Researchers identify powerful cancer-fighting compound in coral reefs

⇧ [VIDÉO] You may also like this partner content (after advertising)

In the 1990s, scientists identified a chemical compound that is particularly promising for cancer treatments, eleutherobin. This compound is found on a rare type of coral off the coast of Australia. Laboratory studies have shown that this molecule is a potent inhibitor of cancer cell growth. Unfortunately, the researchers were not able to reveal the secret of its production. A team was finally able to determine the exact source of this compound and to reproduce its synthesis in the laboratory.

Eleuthyropin belongs to the family of diterpenes, molecules famous for their antimicrobial and anti-inflammatory properties, which are the source of many important molecules, such as retinol and retinal (two types of vitamin A), or even phytol (a precursor of vitamins E and K). Diterpenes allow soft corals to survive without a hard outer skeleton; Corals in particular use eleutherobin to defend themselves against their predators.

Unfortunately, research and biomedical applications of this molecule have been hampered by a lack of supply. So researchers from the University of Utah Health set out to find the source of this compound at the bottom of the oceans. The team finally found this promising molecule in a common type of soft coral, which lives off the coast of Florida.
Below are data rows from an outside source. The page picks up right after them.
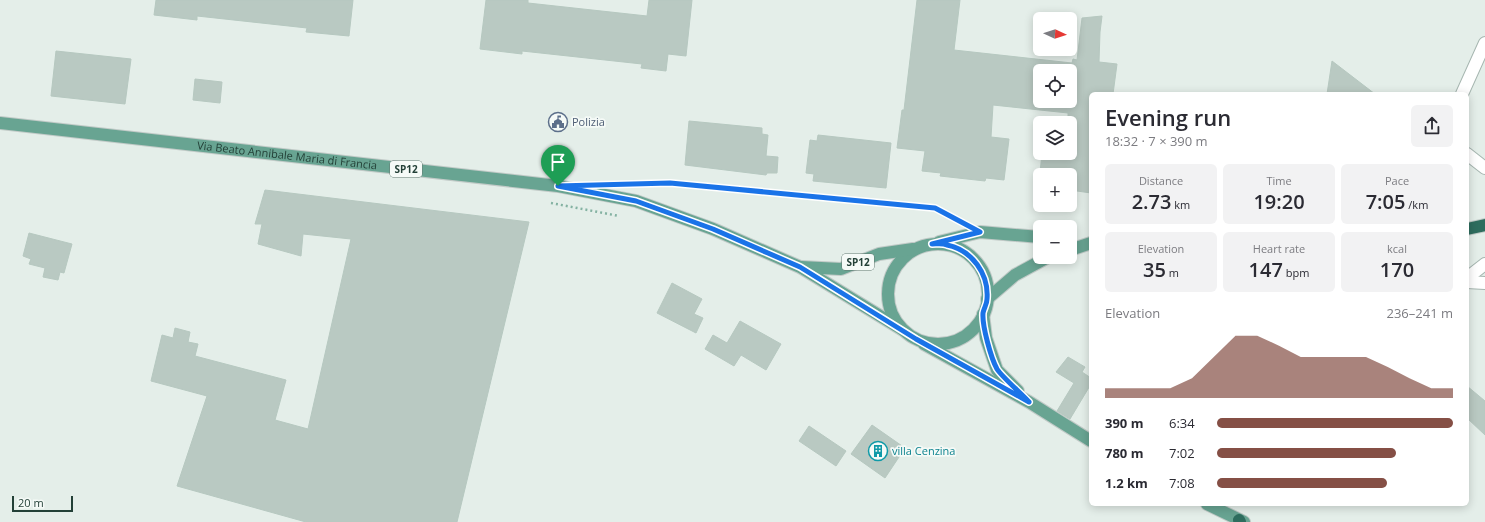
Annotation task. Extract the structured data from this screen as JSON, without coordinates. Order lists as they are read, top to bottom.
{
  "streets": {
    "main road": ["Via Beato Annibale Maria di Francia", "SP12"]
  },
  "places": {
    "public building": ["Polizia"],
    "building": ["villa Cenzina"]
  },
  "scale_bar": "20 m",
  "north": "right",
  "page": {
    "map_buttons": ["+", "−"],
    "heading": ["Evening run", "18:32 · 7 × 390 m"],
    "stats": [
      ["Distance", "2.73 km"],
      ["Time", "19:20"],
      ["Pace", "7:05 /km"],
      ["Elevation", "35 m"],
      ["Heart rate", "147 bpm"],
      ["kcal", "170"]
    ],
    "chart": ["Elevation", "236–241 m"],
    "list": [
      {
        "name": "390 m",
        "note": "6:34"
      },
      {
        "name": "780 m",
        "note": "7:02"
      },
      {
        "name": "1.2 km",
        "note": "7:08"
      }
    ],
    "scale": "20 m"
  }
}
Initiation of synthesis by genetically modified microorganisms

Scientists initially thought that eleutherobin may have been synthesized by symbiotic organisms that live inside coral reefs – as is the case with many marine organisms. This hypothesis was eventually ruled out: in fact, some types of soft corals that lack symbiotic organisms contain the same class of chemicals. So they were already able to synthesize this compound themselves.
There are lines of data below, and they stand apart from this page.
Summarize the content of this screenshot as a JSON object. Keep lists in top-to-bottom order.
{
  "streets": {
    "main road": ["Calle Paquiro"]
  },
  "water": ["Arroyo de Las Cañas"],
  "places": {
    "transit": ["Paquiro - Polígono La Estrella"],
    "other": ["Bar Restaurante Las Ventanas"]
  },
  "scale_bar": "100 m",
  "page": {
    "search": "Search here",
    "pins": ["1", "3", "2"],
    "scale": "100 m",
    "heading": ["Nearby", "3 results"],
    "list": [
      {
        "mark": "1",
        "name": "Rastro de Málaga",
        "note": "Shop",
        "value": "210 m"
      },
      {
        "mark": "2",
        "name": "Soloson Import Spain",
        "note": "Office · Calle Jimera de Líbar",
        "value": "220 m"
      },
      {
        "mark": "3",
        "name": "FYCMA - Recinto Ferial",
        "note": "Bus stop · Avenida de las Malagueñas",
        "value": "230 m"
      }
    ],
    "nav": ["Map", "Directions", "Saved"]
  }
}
So the team examined several samples of live corals to check whether their genetic code contained the key to making erythropin. The task was particularly difficult: the researchers had no idea what the manufacturing code should look like! ” It’s like going in the dark and looking for an answer when you don’t know the question Eric Schmidt, a professor of medicinal chemistry at the University of Utah and co-author of the study reporting the discovery, comments.

The researchers were eventually able to identify regions of the corals’ DNA that are similar to the genetic instructions seen in other species for similar types of compounds. In particular, they succeeded in identifying and characterizing genes involved in the production of erythropinic and cymbrin precursors – representative precursors of more than 2,500 terpenes present in the octahedron, the researchers note.
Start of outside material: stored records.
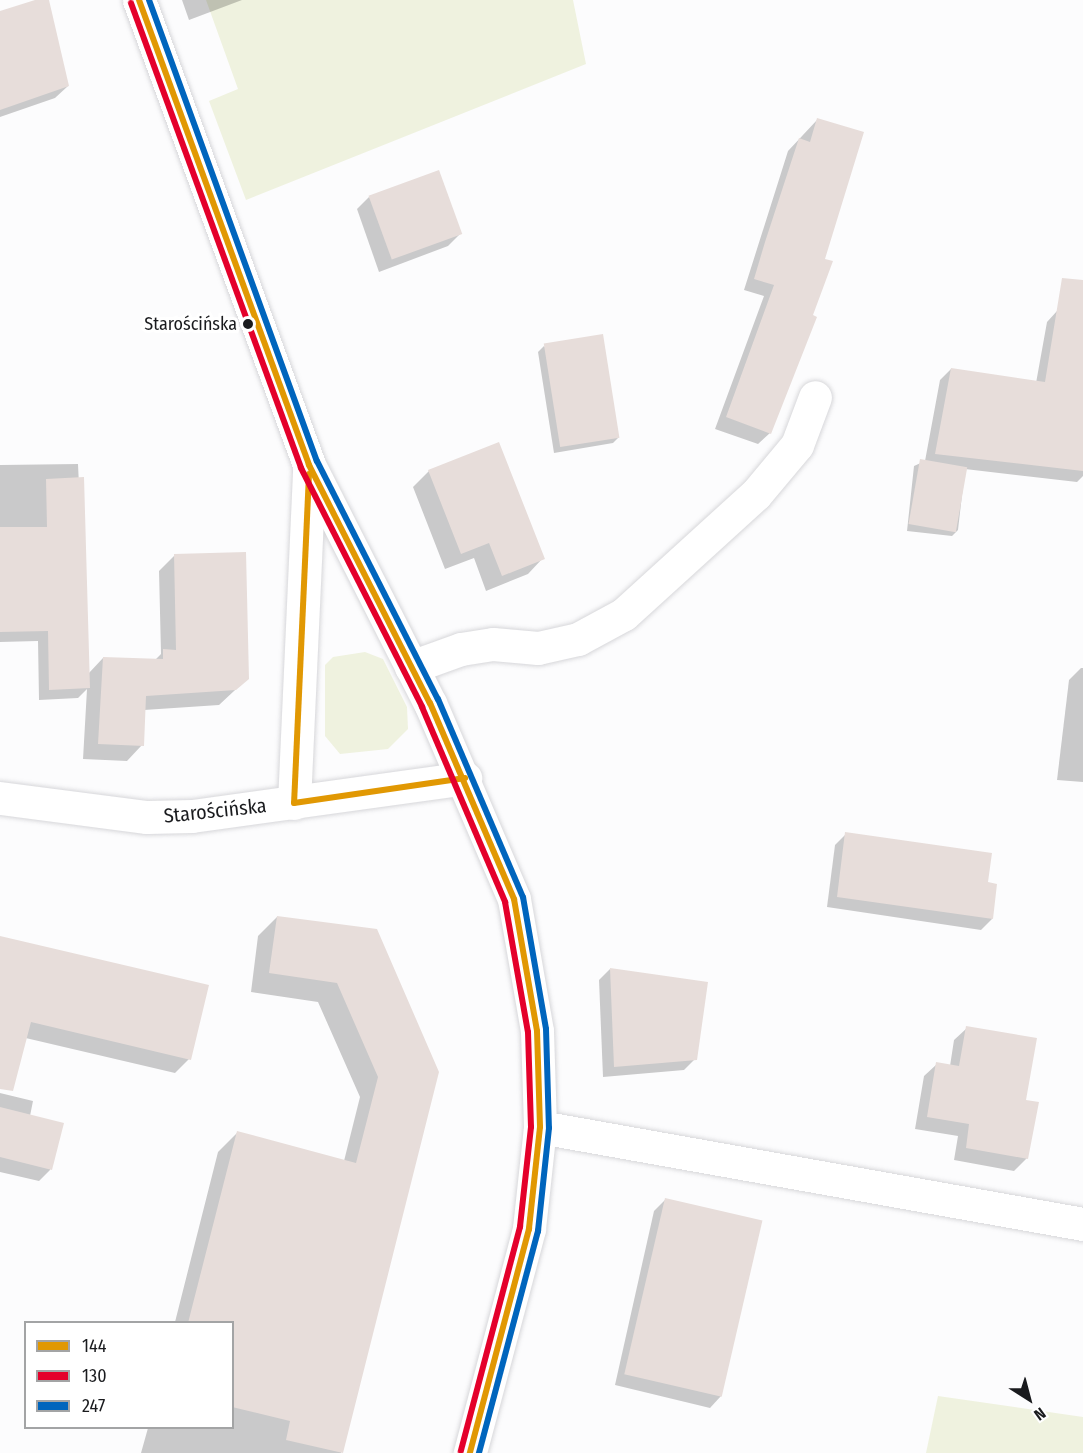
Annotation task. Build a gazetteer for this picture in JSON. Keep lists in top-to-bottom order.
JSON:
{
  "streets": {
    "street": ["Starościńska"]
  },
  "places": ["Starościńska"],
  "lines": ["transit line 144", "transit line 247", "transit line 130"],
  "legend": ["144", "130", "247"],
  "north": "bottom right"
}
They then modified the genetic code of the lab-grown bacteria to include manufacturing instructions specific to soft corals. The result: the microorganisms were able to reproduce the first steps in erythropin production. This proves two things: Not only are soft corals the source of this molecule, but it can be synthesized in a lab.

Concretely, this means that this molecule can be produced on a large scale, in the context of developing an anti-cancer therapy. But before that, the team still needs to find the missing steps to complete the synthesis and figure out how best to mass-produce this potential drug.

A range of natural remedies

Soft corals actually contain thousands of compounds that can act as anti-inflammatory agents, antibiotics, anticancer agents, and more. But getting enough of these compounds is a major hurdle in drug development — as is often the case with pharmaceutical treatments based on natural substances.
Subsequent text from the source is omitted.